Mastering Character Encoding in Node.js: Avoid Garbled Text

Introduction

In web server development, character encoding and decoding are encountered daily. Improper handling leads to garbled text. Many Node.js developers lack sufficient knowledge and spend a lot of time troubleshooting.

This article first introduces basic concepts of character encoding, then shows how to perform encoding and decoding in Node.js, and finally provides a server‑side code example.

About Character Encoding and Decoding

During network communication, data is transmitted as binary bits, regardless of whether the content is text or images, Chinese or English.

Client --- 你好 ---> Server

The process involves two key steps: encoding on the client side and decoding on the server side.

Client: encode the string "你好" into binary bits required by the network.

Server: decode the received binary bits back into the string "你好".

In summary:

Encoding: convert data to binary bits for transmission.

Decoding: convert binary bits back to the original data.

Character Sets and Encodings

The conversion between characters and binary follows defined rules, known as character sets and character encodings.

A character set is a collection of characters, such as ASCII, Unicode, GBK, differing mainly in the number of characters they contain.

Character encoding defines how characters in a set are represented as bytes. For example, the Unicode set can be encoded as UTF‑8, UTF‑16, or UTF‑32.

Key points:

Character set: a collection of characters.

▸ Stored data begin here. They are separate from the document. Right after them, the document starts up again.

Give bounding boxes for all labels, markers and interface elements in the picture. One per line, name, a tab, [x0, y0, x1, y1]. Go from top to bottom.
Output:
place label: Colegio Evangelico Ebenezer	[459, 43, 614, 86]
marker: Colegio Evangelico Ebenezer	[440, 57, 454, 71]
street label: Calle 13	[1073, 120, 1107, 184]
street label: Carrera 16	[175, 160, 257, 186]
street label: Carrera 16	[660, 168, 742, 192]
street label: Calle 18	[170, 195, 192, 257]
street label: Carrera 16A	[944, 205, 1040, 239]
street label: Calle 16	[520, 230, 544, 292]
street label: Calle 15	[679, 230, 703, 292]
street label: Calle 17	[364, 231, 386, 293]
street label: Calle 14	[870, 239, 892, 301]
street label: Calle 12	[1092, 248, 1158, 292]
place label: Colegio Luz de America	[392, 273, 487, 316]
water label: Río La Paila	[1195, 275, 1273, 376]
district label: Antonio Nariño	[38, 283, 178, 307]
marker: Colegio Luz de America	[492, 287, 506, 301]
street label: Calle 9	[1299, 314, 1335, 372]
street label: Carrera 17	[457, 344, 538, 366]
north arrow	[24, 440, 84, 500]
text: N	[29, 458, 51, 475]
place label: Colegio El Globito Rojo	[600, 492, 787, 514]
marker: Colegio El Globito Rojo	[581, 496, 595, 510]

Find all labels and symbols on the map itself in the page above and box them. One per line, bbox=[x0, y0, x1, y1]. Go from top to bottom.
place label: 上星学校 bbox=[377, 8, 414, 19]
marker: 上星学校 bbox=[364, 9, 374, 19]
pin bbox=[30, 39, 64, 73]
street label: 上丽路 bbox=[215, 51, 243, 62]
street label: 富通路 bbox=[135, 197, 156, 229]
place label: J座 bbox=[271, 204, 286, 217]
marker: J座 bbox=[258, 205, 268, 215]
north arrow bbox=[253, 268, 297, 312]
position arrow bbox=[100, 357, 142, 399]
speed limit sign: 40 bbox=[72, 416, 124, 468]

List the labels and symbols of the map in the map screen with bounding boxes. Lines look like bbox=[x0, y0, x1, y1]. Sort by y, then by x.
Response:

Character encoding: the specific byte representation of characters in a set.

A character set may have multiple encodings.

Encoding can be viewed as a mapping table used by client and server to transform characters to binary and back.

Example: the character "你" occupies three bytes in UTF‑8 ( 0xe4 0xbd 0xa0) and two bytes in GBK ( 0xc4 0xe3).

Encoding Example in Node.js

The following example uses the iconv-lite library to encode and decode Chinese text.

Encoding with GBK and decoding with GBK works correctly, while decoding with UTF‑8 produces garbled output.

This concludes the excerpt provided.